10 関真知子さん アレグリアス 決勝進出
バタ・デ・コーラにオレンジ色のマントン。王道の振り付けをしっかり踊る。手の形やブラソの美しさが印象的。リズムとの付き合い方、歌やギターとの付き合い方もまる。
11 本多清見さん ソレア
足、足、足。足の練習曲? フラメンコは足だけじゃない。ブラソを始め、全体の動きも大切。足を生かすのは構成次第でもある。

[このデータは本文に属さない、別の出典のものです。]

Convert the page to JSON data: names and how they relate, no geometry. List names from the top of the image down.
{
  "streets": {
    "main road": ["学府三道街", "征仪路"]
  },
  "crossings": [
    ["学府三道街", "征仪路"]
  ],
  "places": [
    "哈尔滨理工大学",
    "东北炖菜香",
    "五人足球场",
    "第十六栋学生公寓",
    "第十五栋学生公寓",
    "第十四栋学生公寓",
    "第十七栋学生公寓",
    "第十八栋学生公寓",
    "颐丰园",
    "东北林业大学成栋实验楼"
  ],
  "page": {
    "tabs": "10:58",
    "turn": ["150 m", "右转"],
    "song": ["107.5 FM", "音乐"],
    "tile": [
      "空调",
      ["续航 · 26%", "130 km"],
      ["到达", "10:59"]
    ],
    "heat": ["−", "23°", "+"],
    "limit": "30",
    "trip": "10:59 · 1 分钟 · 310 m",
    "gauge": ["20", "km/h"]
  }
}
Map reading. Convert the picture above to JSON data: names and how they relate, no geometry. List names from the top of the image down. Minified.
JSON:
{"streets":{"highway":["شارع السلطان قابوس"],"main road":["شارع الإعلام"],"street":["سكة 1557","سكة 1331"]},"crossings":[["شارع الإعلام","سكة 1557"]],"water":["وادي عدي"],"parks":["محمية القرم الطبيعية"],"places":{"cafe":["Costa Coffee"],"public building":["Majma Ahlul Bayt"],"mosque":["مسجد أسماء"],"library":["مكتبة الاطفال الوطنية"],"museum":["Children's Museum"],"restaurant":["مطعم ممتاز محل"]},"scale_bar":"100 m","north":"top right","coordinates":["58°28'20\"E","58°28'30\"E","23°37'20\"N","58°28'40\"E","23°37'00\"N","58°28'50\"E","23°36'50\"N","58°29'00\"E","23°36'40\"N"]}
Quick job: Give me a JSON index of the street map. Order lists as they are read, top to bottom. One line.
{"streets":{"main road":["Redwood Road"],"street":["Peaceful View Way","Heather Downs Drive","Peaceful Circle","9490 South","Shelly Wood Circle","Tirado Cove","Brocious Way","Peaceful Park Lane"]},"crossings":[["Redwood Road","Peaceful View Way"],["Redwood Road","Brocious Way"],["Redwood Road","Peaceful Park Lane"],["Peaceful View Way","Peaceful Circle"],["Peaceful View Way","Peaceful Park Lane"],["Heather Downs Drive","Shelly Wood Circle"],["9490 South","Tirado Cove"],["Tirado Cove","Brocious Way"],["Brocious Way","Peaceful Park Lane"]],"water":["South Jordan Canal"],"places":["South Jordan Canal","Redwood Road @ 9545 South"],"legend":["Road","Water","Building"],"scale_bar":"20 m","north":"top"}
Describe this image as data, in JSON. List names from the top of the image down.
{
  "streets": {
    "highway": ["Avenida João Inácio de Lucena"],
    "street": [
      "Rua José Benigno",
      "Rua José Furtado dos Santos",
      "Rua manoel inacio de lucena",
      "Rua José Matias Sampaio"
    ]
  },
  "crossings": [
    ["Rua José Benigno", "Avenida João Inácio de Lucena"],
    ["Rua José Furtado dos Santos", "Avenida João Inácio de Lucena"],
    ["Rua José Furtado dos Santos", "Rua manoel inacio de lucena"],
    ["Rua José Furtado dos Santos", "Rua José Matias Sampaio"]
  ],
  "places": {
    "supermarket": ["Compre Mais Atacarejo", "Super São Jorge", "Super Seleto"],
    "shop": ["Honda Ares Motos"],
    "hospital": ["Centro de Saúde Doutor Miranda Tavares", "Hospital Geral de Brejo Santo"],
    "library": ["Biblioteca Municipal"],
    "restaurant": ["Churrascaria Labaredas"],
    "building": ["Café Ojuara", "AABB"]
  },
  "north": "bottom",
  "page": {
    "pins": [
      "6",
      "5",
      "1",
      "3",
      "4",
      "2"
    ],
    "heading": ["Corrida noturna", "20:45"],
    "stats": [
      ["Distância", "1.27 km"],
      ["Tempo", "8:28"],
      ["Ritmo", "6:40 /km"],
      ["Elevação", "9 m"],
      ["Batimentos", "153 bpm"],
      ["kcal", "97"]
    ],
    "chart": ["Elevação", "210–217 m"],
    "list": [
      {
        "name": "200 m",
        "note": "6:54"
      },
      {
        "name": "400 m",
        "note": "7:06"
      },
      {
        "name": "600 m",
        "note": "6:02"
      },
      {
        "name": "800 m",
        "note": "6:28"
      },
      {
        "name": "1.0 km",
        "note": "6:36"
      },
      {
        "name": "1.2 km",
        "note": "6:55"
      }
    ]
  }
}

12 佐渡靖子さん ソレア・ポル・ブレリア 決勝進出
振り付けをなぞっていく感じ。
13 内田好美さん アレグリアス 決勝進出
ピンクの衣装。表情がいい。余裕を持って踊っているというか、自分のできるギリギリ一杯の所ではなく、完璧にこなせる範囲の中で構成してあり、動きにセンティードがあるという感じ。
14 常盤直生さん バンベーラ
バンベーラとは名ばかりで実際はソレア・ポル・ブレリアと全く変わらない。バンベーラとソレア・ポル・ブレリアは歌が違うというだけではない。バンベーラを踊るのであれば
バンベーラらしいゆったりした感じを持っていないと。床と喧嘩するような強い足で押していくという構成にはバンベーラらしさの微塵も感じられない。
15 佐藤哲平さん アレグリアス 決勝進出
録音での演技。技術的には向上の余地ありだし、細部のニュアンスなど、まだまだだけれども、真面目さはまる。努力あるのみ。生の伴奏で見てみたい。
16 玉塚映里加さん アレグリアス 決勝進出
マントンでのフェミニンなアレグリアス。表情がいい。マントンがかかとに巻きついたのは初めて見たが、それを踏んづけることもなくできるというのは技術か。
17 内城紗良さん ソレア・ポル・ブレリア 決勝進出
グレーの縦縞のスカートにグレーのブラウス。一つ一つの動きのセンティードが見えてくるともっと良いのでは?
18 森山みえさん ソレア・ポル・ブレリア
とにかくずっと前かがみ、前傾姿勢というのがいけない。背筋の問題? 姿勢は大切。首や顔の位置も変。鏡を見て姿勢を直すとかが必要。基礎は大切。
19 小野木美奈さん ソレア
あご引きすぎで、前傾で、出っ尻に見えてしまう姿勢をまず直すべき。ソレアはシリアスな方の曲だけど、だからと言ってずっと下を向いている必要はない。またソレアとは言っているものの、あまりソレアらしくはない。
20 斎藤朋之さん ソレア・ポル・ブレリア
この日登場した中で、もっとも初級者的ではあるのだけれど、一番フラメンコだったかも?歌やギターをちゃんと聞いて踊ろうという心がけもいいし、フラメンコを大好きという気持ちが伝わって来るのが素晴らしい。好感が持てる。ビバ、アフィシオン!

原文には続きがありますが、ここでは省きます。